FREQUENTLY ASKED QUESTIONS
Q: What is Physical Therapy?
A: Physical therapy is an area of healthcare that promotes healing and well being through a combination of activity, manual techniques, and modalities. Physical therapists hold graduate degrees from accredited programs, where they are educated extensively in anatomy, physiology, biomechanics, pathology, kinesiology, and human function.
Q. Will my insurance cover my physical therapy treatments?
A: H/S Therapy Associates if a preferred provider for numerous insurance plans, including but not limited to: Aetna PPO, Personal Choice, Medicare, Pennsylvania Blue Shield, TriCare, Intergroup, First Health, and Beech Street. When setting up your first appointment with us, you will be asked for information regarding your insurance coverage. It is our policy to contact your insurance company prior to your first visit to question them regarding your coverage for outpatient physical therapy services. In the event your insurance company tells us that your care would not be covered, we will attempt to contact you prior to your scheduled visit to make you aware of this. Otherwise, you will be informed of your insurance coverage at the time of your first visit. We encourage all of our patients to contact their insurance companies as well to verify insurance coverage.
Q. Why do I need a new prescription?
A: Although Direct Access to Physical Therapy is a reality in Pennsylvania, many insurance companies still require a physician letter of medical necessity (most common form is a prescription) in order for your services to be covered. Direct Access does allow you to receive physical therapy services without a physician prescription for a period of 30 days if insurance coverage is not an issue for you. After this initial 30 day period, the licensing laws of the State of Pennsylvania mandate that a physician prescription is required.
Q. Do I pay for my visit(s) upfront or do you bill me?

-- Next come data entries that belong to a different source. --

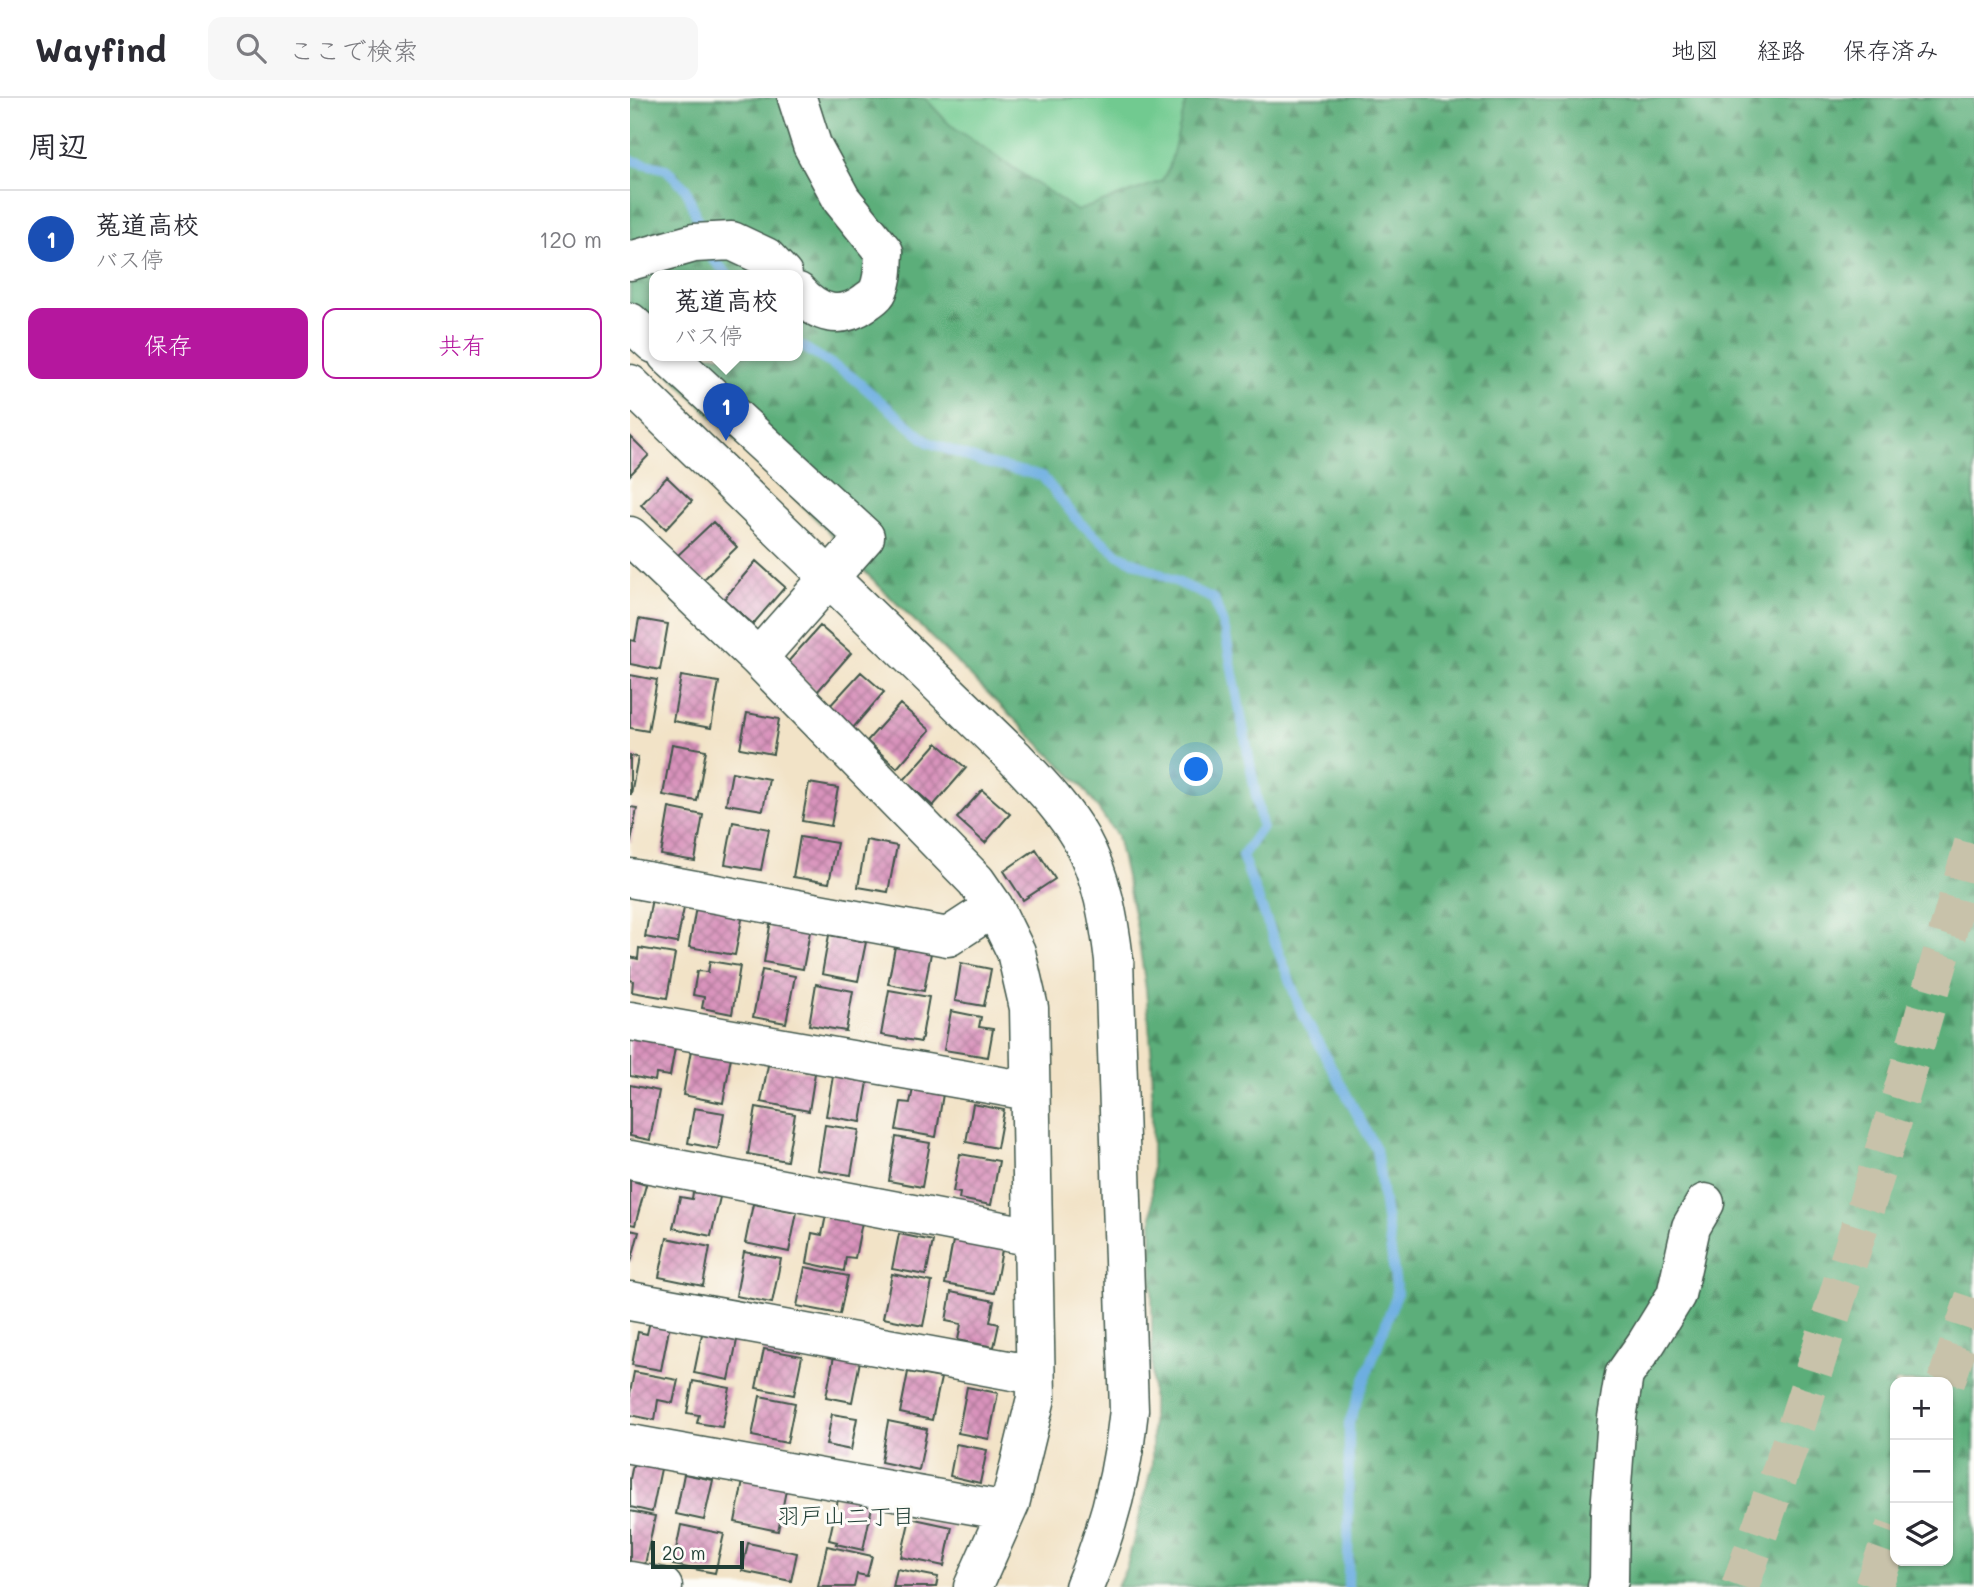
<!DOCTYPE html>
<html lang="ja">
<head>
<meta charset="utf-8">
<style>
	body { margin:0; font-family:Mali,"Klee One",sans-serif; background:#f7f7f7; color:#2b2b33 }
	.controls { position:absolute; right:21px; bottom:21px; display:grid; overflow:hidden; border-radius:14px; box-shadow:0 2px 5px #0004 }
	.controls button { width:63px; height:63px; display:grid; place-items:center; padding:0; border:0; border-bottom:2px solid #e1e1e2; background:#fff; color:#2b2b33; font:35px sans-serif }
	.scale { position:absolute; left:21px; bottom:18px; width:93px; box-sizing:border-box; padding-left:7px; border:4px solid #1f3d34; border-top:0; font-size:19px; line-height:24px; white-space:nowrap; color:#1f3d34; -webkit-text-stroke:5px #fdfcf7; paint-order:stroke }
	.you { position:absolute; left:567px; top:672px; width:24px; height:24px; margin:-18px; border:5px solid #fff; border-radius:50%; background:#1a73e8; box-shadow:0 0 0 10px #1a73e833 }
	.badge { display:grid; place-items:center; width:46px; height:46px; border-radius:50%; background:#b5179e; color:#fff; font-size:23px; font-weight:700 }
	.pin { position:absolute; translate:-50% -58px; filter:drop-shadow(0 2px 4px #0008) }
	.pin::after { content:''; position:absolute; top:37px; width:24px; height:21px; background:inherit; clip-path:polygon(0 0,100% 0,50% 100%) }
	.popup { position:absolute; left:19px; top:172px; width:154px; height:91px; box-sizing:border-box; display:grid; place-content:center; border-radius:14px; background:#fff; filter:drop-shadow(0 2px 5px #0005); font-size:23px; white-space:nowrap; color:#7c7c81 }
	.popup b { font-size:26px; color:#2b2b33 }
	.popup::after { content:''; position:absolute; left:50%; top:100%; margin-left:-14px; border:14px solid transparent; border-top-color:#fff }
	.list { margin:0; padding:0; list-style:none }
	h2 { display:flex; justify-content:space-between; align-items:center; height:91px; margin:0; padding:0 28px; font-size:30px }
	h2 small { font-size:23px; font-weight:400; color:#7c7c81 }
	.list li { display:grid; grid-template-columns:46px 1fr auto; gap:21px; align-items:center; box-sizing:border-box; height:98px; padding:0 28px; border-top:2px solid #e1e1e2 }
	.list b { display:block; font-size:26px; white-space:nowrap }
	.list p { margin:0; font-size:23px; white-space:nowrap; color:#7c7c81 }
	.list em { font-size:23px; font-style:normal; color:#7c7c81 }
	.actions { display:flex; gap:14px; padding:21px 28px }
	.actions a { flex:1; padding:16px 0; border:2px solid #b5179e; border-radius:14px; text-align:center; font-size:24px; color:#b5179e }
	.actions .main { background:#b5179e; color:#fff }
	.icon { flex:none; width:38px; height:38px; fill:none; stroke:currentColor; stroke-width:2; stroke-linecap:round; stroke-linejoin:round }
	.map { position:relative; flex:none; width:1344px; height:1489px; overflow:hidden }
	header { display:flex; align-items:center; gap:42px; box-sizing:border-box; height:98px; padding:0 35px; background:#fff; border-bottom:2px solid #e1e1e2 }
	header strong { font-size:33px }
	nav { display:flex; gap:38px; margin-inline-start:auto; font-size:24px }
	.search { width:490px; height:63px; background:#f7f7f7; display:flex; align-items:center; gap:18px; box-sizing:border-box; padding:0 24px; border-radius:14px; color:#7c7c81; font-size:26px }
	main { display:flex }
	aside { flex:1; background:#fff }
	.map>svg:first-child { display:block }
	.forest { fill:url(#forest-firs); stroke:#3e7657; stroke-width:2; fill-rule:evenodd }
	.pitch { fill:#71ca90; stroke:#488462; stroke-width:2 }
	.lines { fill:none; stroke-linecap:round; stroke-linejoin:round }
	.stream { stroke:#6daee1; stroke-width:10 }
	.building { fill:url(#building-cross-hatch) }
	.highway-tunnel { stroke:#c8c2aa; stroke-width:38; stroke-dasharray:38 19; stroke-linecap:butt }
	.minor-casing { stroke:#3f564a; stroke-width:41 }
	.minor { stroke:#fff; stroke-width:38 }
	.labels { text-anchor:middle; dominant-baseline:central; stroke-width:6; stroke-linejoin:round; paint-order:stroke }
	.neighbourhood-label { font-size:23px; fill:#1f3d34; stroke:#fdfcf7 }
</style>
</head>
<body>
<header>
<strong>Wayfind</strong>
<div class="search"><svg class="icon" aria-label="search" viewBox="0 0 24 24"><circle cx="10" cy="10" r="6"/><path d="M15 15l6 6"/></svg>ここで検索</div>
<nav><a>地図</a><a>経路</a><a>保存済み</a></nav>
</header>
<main>
<aside>
<h2>周辺<small></small></h2>
<ul class="list">
<li><span class="badge" style="background:#1a4fb4">1</span><div><b>菟道高校</b><p>バス停</p></div><em>120 m</em></li>
</ul>
<div class="actions"><a class="main">保存</a><a>共有</a></div>
</aside>
<div class="map">
<svg width="1344" height="1489" viewBox="0 0 1344 1489">
	<defs>
		<pattern id="forest-firs" width="22" height="20" patternUnits="userSpaceOnUse" patternTransform="scale(1.75)"><rect width="22" height="20" fill="#5cae7a"/><path d="M5 1l3.5 6h-7zM16 11l3.5 6h-7z" fill="#4b8f65"/></pattern>
		<pattern id="building-cross-hatch" width="8" height="8" patternUnits="userSpaceOnUse" patternTransform="scale(1.75)"><rect width="8" height="8" fill="#d993bc"/><path d="M0 0l8 8M0 8l8-8" fill="none" stroke="#af799a"/></pattern>
	</defs>
	<rect width="100%" height="100%" fill="#fdfcf7"/>
	<filter id="ink" filterUnits="userSpaceOnUse"><feTurbulence type="fractalNoise" baseFrequency=".0143" numOctaves="2"/><feDisplacementMap in="SourceGraphic" scale="14" xChannelSelector="R" yChannelSelector="G"/><feConvolveMatrix kernelMatrix="1 2 1 2 8 2 1 2 1" color-interpolation-filters="sRGB"/></filter>
	<filter id="wash" filterUnits="userSpaceOnUse"><feTurbulence type="fractalNoise" baseFrequency=".00686" numOctaves="4" result="noise"/><feDisplacementMap in="SourceGraphic" scale="28" xChannelSelector="R" yChannelSelector="G"/><feGaussianBlur stdDeviation="1.57" result="paint"/><feColorMatrix in="noise" values="0 0 0 0 0 0 0 0 0 0 0 0 0 0 0 0 0 1.4 0 .05"/><feComposite in="paint" operator="in"/></filter>
	<g filter="url(#wash)">
		<rect width="100%" height="100%" fill="#f2e3c7"/>
		<!-- forest -->
		<path class="forest" d="M0,0H1344V1489H487L497,1468L522,1368V961L516,891L506,825L487,738L452,688L238,477L197,432L10,248L0,241ZM24,177H168V257H24ZM1265,1284H1318V1463H1265Z"/>
		<!-- pitch -->
		<path class="pitch" d="M295,0H557L539,70L532,83L447,113L319,26Z"/>
		<g class="lines">
			<!-- stream -->
			<path class="stream" d="M0,62L36,71L56,91L69,125
				M80,158L98,177
				M168,246L221,278L298,344L355,365L412,378L449,424L489,457L584,501L595,533L632,729L612,758L672,915L746,1051L767,1195L719,1325L718,1489"/>
		</g>
		<g id="blocks">
			<!-- building -->
			<path class="building" d="M0,338L19,357L0,377Z
				M37,379L62,403L36,431L11,407Z
				M83,424L107,449L70,485L46,459Z
				M126,463L155,489L123,526L94,501Z
				M9,521L38,526L30,572L0,566V542L5,543Z
				M190,528L221,555L187,594L156,566Z
				M231,574L254,594L222,631L198,610Z
				M0,577L27,582L18,633L0,630Z
				M51,578L89,584L81,630L43,623Z
				M270,606L300,632L267,670L237,643Z
				M117,615L149,621L143,656L110,650Z
				M307,645L336,670L303,708L274,682Z
				M42,646L76,652L67,703L33,697Z
				M0,658L8,659L1,696H0Z
				M102,674L139,681L133,712L96,706Z
				M179,685L208,690L201,728L172,723Z
				M352,692L380,716L355,745L327,720Z
				M0,709L7,710L1,744H0Z
				M39,710L73,717L65,763L31,757Z
				M103,724L139,731L131,772L95,766Z
				M170,739L207,745L199,785L163,779Z
				M236,742L267,748L258,794L228,789Z
				M406,751L425,781L393,802L374,773Z
				M22,800L55,805L47,845L15,839Z
				M67,803L114,811L105,857L59,849Z
				M142,816L182,823L173,871L134,864Z
				M199,837L236,844L228,883L192,876Z
				M265,849L301,855L294,893L258,886Z
				M9,850L45,856L37,900L2,894L3,883L0,882V859L8,861Z
				M80,863L110,868L102,916L72,910L74,899L63,897L67,873L78,874Z
				M331,865L361,871L354,908L325,903Z
				M132,872L165,878L156,925L123,919Z
				M186,886L223,893L216,933L179,927Z
				M259,892L299,899L291,944L251,937Z
				M321,913L351,919L349,929L363,931L358,959L314,952Z
				M0,936L46,944L40,978L26,976L25,983L0,978Z
				M61,952L101,959L93,1005L53,997Z
				M138,967L185,975L179,1013L131,1004Z
				M203,978L238,984L231,1024L196,1018Z
				M0,987L29,993L20,1042L0,1038Z
				M283,991L313,996L306,1039L266,1032L271,1004L280,1005Z
				M343,1006L374,1012L367,1050L336,1044Z
				M126,1009L165,1016L157,1063L118,1056Z
				M64,1010L94,1015L88,1051L58,1045Z
				M195,1027L229,1032L221,1077L188,1072Z
				M266,1039L300,1045L292,1089L259,1083Z
				M330,1056L369,1063L361,1107L329,1101L330,1095L323,1094Z
				M0,1082L16,1087L5,1127L0,1126Z
				M63,1094L90,1099L81,1138L43,1130L50,1099L62,1101Z
				M123,1106L167,1114L159,1154L115,1145Z
				M196,1117L232,1124L225,1160L216,1159L214,1173L177,1165L182,1135L192,1137Z
				M0,1132L9,1134L1,1164H0Z
				M269,1136L303,1143L296,1177L262,1171Z
				M37,1140L80,1149L73,1188L29,1179Z
				M323,1143L372,1152L364,1195L315,1186Z
				M114,1154L151,1161L142,1205L106,1198Z
				M175,1169L218,1178L210,1216L167,1208Z
				M262,1176L302,1184L293,1228L253,1220Z
				M321,1194L364,1203L360,1224L369,1226L364,1249L328,1242L331,1226L316,1223Z
				M20,1223L40,1226L31,1272L2,1267L8,1234L17,1236Z
				M72,1236L107,1242L99,1282L64,1275Z
				M134,1251L172,1258L164,1297L126,1290Z
				M204,1258L230,1263L222,1304L196,1299Z
				M4,1274L48,1282L43,1305L28,1302L25,1322L0,1317V1295Z
				M278,1274L311,1280L302,1322L270,1315Z
				M63,1283L100,1290L92,1329L67,1325L69,1317L57,1315Z
				M337,1289L368,1295L359,1341L328,1335Z
				M130,1298L165,1305L157,1345L122,1338Z
				M202,1316L227,1320L221,1352L196,1347Z
				M258,1323L297,1331L289,1372L251,1364Z
				M326,1346L357,1352L350,1385L320,1378Z
				M4,1361L32,1366L22,1414L0,1409V1381Z
				M54,1376L83,1382L74,1422L46,1416Z
				M114,1378L157,1387L148,1433L105,1424Z
				M209,1397L243,1404L233,1452L206,1446L207,1444L199,1442Z
				M0,1413L25,1418L15,1467L0,1464Z
				M280,1420L322,1429L314,1468L271,1459Z
				M51,1427L94,1436L85,1475L43,1467Z
				M118,1445L167,1455L161,1483L112,1473Z
				M197,1448L242,1458L237,1478L227,1476L224,1489H188Z
				M267,1471L308,1479L306,1489H263Z"/>
		</g>
	</g>
	<g filter="url(#ink)">
		<use href="#blocks" fill-opacity="0" stroke="#3f564a" stroke-width="2"/>
		<g class="lines">
			<!-- highway-tunnel -->
			<path class="highway-tunnel" d="M1316,1284L1344,1200
				M1110,1489L1165,1332L1270,1001L1344,742
				M1243,1489L1265,1429"/>
			<defs>
				<path id="minor" d="M167,0L182,47L212,102L254,154C253,168 254,180 248,193C246,198 241,200 236,204C210,223 188,216 168,194
					M0,163L64,145L102,143L136,159L153,177
					M0,224L24,246
					M37,257L235,439L128,560
					M0,286L385,660C409,686 434,711 451,741C472,779 479,821 484,862L499,1312C493,1374 478,1432 454,1489
					M0,438L128,560L346,783L364,809L386,854L399,910L406,1300L380,1406L343,1489
					M0,780L318,839L364,809
					M0,923L399,993
					M0,1062L403,1139
					M0,1203L405,1277
					M0,1346L377,1413
					M0,1483L33,1489
					M977,1489L979,1482L980,1414L987,1320L994,1277L1017,1244L1046,1197L1061,1129L1075,1105"/>
			</defs>
			<!-- minor casing -->
			<use href="#minor" class="minor-casing"/>
			<!-- minor -->
			<use href="#minor" class="minor"/>
		</g>
	</g>
	<g class="labels">
		<!-- neighbourhood labels -->
		<g class="neighbourhood-label">
			<text x="216" y="1417">羽戸山二丁目</text>
		</g>
	</g>
</svg>
<div class="controls">
<button>+</button>
<button>−</button>
<button><svg class="icon" aria-label="layers" viewBox="0 0 24 24"><path d="M12 4l9 5-9 5-9-5zM3 14l9 5 9-5"/></svg></button>
</div>
<div class="scale">20 m</div>
<div class="you"></div>
<div class="pin badge" style="left:96px;top:343px;background:#1a4fb4">1</div>
<div class="popup"><b>菟道高校</b>バス停</div>
</div>
</main>
</body>
</html>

A: If your insurance plan includes a set co-pay amount; you will be expected to make payment at the time of service. If your plan involves a co-insurance portion (i.e., 90/10 or 80/20 plans), you will receive a bill after your insurance company has made payment.
Q. How many times do I have to come to therapy?
A: Your physical therapist will discuss a treatment plan with you during your first visit. Most treatment plans involve a frequency of 2 to 3 visits per week unless your physician has requested differently.
Q. I have been coming to therapy for one problem and now have another. What do I need to do to receive care for my new problem?
A: Direct Access allows you to be seen for your new problem; however we can not guarantee that your insurance company will pay for direct access services. We recommend that you contact your insurance company to question coverage for same. If you do not want to be seen under Direct Access, you will need to consult with your physician regarding a prescription for physical therapy care for your new problem.
Q. Why are you asking me for my medical insurance information if I have already given you my automobile/worker's compensation insurance information?
A: In the event your automobile/worker's compensation insurance benefits are exhausted we will forward any unpaid claims to your medical insurance company. Some medical insurance companies require that care is authorized prior to being provided even if it is an automobile/worker's compensation case. If a required authorization is not in place, in the event the bills need to be forwarded to your medical insurance carrier, your claims will not be paid.
Q. Why are you asking me what my automobile insurance benefit limit is?
A: In the event you exhaust your automobile insurance benefits, your claims will be forwarded to your medical insurance carrier. This may result in you having to pay for all or a portion of your charges. We recommend that all patients using automobile insurance regularly check with his/her claims adjuster to question what balance remains in order to avoid any "surprise bills." Although H/S Therapy is a preferred provider for many insurance companies we are not providers of all. We feel it is best that you are aware of any insurance restrictions prior to initiating a course of care.